We evaluate the skill of a European winter surface air temperature reconstruction over the last 500 years using pseudoproxies obtained from the ECHO-G and HadCM3 climate models. The emphasis is thereby on the effect of the reduction of available predictors back in time, an issue that has not yet been investigated in detail at continental and seasonal scale. It is found that the key factor in determining the reconstruction skill is the number of predictors and particularly their spatial distribution. However considering the usually insufficient spatial and temporal predictor availability in paleo-reconstructions, the quality of the predictors becomes more important further back in time. Not surprisingly, the lowest reconstruction skill is found in the early period when the predictor network is reduced. Important differences between ECHO-G and HadCM3-based pseudoproxy reconstructions are discussed and implications for future analyses are presented.

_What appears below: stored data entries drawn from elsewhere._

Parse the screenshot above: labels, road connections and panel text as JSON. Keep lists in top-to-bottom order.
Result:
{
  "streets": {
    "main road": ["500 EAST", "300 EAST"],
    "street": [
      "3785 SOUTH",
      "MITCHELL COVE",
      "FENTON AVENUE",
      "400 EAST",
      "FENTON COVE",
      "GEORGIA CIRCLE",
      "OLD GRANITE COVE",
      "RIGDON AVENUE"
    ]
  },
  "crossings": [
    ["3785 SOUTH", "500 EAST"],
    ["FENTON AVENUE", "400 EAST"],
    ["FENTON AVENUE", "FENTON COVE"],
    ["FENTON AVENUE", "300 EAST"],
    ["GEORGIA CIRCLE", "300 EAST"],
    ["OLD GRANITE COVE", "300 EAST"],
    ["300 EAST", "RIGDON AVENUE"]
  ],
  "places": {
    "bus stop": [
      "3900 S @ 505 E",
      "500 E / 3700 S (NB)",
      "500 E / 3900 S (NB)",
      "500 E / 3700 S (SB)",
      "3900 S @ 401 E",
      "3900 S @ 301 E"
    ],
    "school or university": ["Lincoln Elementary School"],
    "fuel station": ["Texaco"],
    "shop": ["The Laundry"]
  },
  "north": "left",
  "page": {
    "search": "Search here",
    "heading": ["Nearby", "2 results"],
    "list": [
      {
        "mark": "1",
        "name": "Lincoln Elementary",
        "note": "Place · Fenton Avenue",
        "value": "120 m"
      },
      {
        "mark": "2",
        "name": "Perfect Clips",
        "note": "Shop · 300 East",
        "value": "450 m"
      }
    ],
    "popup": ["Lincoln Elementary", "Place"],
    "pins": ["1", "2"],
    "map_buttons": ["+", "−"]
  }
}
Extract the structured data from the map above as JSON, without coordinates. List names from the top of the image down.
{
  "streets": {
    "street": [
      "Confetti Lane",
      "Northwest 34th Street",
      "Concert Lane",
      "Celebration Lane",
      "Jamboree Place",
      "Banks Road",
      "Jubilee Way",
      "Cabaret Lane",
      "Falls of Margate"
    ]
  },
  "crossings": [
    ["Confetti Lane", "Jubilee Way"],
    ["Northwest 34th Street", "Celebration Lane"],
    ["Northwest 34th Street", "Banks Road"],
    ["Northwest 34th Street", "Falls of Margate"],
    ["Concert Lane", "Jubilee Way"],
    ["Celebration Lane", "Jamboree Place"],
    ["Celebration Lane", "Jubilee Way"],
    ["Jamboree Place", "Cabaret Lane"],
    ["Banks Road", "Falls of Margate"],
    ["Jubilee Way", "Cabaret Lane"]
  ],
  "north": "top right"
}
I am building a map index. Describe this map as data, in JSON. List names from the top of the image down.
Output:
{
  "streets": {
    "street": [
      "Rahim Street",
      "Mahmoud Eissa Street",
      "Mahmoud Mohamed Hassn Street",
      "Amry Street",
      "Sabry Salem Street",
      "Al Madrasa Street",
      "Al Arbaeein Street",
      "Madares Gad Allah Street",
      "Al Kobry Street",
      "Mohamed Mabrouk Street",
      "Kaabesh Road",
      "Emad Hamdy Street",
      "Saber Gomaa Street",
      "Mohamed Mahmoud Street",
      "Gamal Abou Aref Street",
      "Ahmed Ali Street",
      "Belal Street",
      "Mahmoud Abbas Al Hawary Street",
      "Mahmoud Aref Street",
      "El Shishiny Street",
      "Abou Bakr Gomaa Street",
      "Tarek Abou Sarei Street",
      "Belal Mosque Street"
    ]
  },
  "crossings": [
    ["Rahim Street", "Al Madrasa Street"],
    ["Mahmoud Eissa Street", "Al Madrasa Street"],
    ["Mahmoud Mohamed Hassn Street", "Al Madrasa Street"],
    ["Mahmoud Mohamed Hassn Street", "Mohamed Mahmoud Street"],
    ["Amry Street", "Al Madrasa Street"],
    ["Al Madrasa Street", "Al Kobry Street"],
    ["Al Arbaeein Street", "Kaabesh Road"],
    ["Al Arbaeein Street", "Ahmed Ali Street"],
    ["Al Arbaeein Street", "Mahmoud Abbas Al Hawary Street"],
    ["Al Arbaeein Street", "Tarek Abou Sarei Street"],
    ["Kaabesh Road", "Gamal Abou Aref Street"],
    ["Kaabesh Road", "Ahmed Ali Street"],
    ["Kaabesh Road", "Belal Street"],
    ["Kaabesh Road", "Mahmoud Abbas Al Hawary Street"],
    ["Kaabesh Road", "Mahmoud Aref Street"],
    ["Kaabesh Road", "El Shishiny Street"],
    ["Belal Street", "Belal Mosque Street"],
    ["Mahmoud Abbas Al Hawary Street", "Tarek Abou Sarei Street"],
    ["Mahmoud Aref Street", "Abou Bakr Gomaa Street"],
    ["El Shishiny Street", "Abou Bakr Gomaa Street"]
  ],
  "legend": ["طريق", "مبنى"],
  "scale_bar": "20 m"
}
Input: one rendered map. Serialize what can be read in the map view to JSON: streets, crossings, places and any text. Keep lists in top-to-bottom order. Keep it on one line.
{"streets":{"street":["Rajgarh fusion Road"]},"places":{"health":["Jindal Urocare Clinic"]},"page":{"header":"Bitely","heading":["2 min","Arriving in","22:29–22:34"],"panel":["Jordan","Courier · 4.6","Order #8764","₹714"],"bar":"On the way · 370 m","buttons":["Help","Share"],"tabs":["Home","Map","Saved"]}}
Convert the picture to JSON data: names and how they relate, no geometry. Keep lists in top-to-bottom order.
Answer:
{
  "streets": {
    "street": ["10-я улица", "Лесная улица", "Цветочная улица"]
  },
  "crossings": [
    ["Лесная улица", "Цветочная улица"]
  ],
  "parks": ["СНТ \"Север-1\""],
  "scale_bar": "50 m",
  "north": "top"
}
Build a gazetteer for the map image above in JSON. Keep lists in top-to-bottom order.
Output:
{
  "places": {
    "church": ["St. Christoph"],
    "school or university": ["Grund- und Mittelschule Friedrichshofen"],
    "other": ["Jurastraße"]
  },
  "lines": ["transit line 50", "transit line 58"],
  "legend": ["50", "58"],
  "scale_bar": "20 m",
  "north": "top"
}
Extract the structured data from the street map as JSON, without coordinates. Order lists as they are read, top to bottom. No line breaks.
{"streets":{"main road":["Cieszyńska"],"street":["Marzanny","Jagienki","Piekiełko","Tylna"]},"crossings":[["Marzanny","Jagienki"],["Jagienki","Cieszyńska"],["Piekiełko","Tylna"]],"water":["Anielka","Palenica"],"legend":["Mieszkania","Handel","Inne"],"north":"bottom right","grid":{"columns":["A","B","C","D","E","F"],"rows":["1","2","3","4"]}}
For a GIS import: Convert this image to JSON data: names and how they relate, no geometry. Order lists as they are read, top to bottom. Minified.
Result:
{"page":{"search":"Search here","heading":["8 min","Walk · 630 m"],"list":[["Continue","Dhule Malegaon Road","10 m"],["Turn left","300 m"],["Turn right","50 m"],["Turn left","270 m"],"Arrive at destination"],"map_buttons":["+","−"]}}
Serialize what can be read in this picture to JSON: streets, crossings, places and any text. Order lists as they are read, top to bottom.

 Reconstructions of past climate have recently been subject to investigative studies centering on their ability to appropriately reproduce low-frequency temperature variability [von Storch et al., 2004; Mann et al., 2005, 2007; Rutherford et al., 2005; Bürger et al., 2006; Wahl et al., 2006; Wahl and Ammann, 2007]. These studies were performed using AOGCMs as a numerical laboratory in which reconstruction methods as well as their potential limitations can be tested and assessed by deriving proxy records from the model climate, so-called “pseudoproxies”. This approach thereby proved to be a valuable tool to determine the dependence of the reconstruction skill on the temporal availability and spatial distribution of predictors, their quality as well as the statistical model applied. This is a crucial contribution to identify and possibly quantify reconstruction uncertainties and thus to improve our knowledge of past climate variability.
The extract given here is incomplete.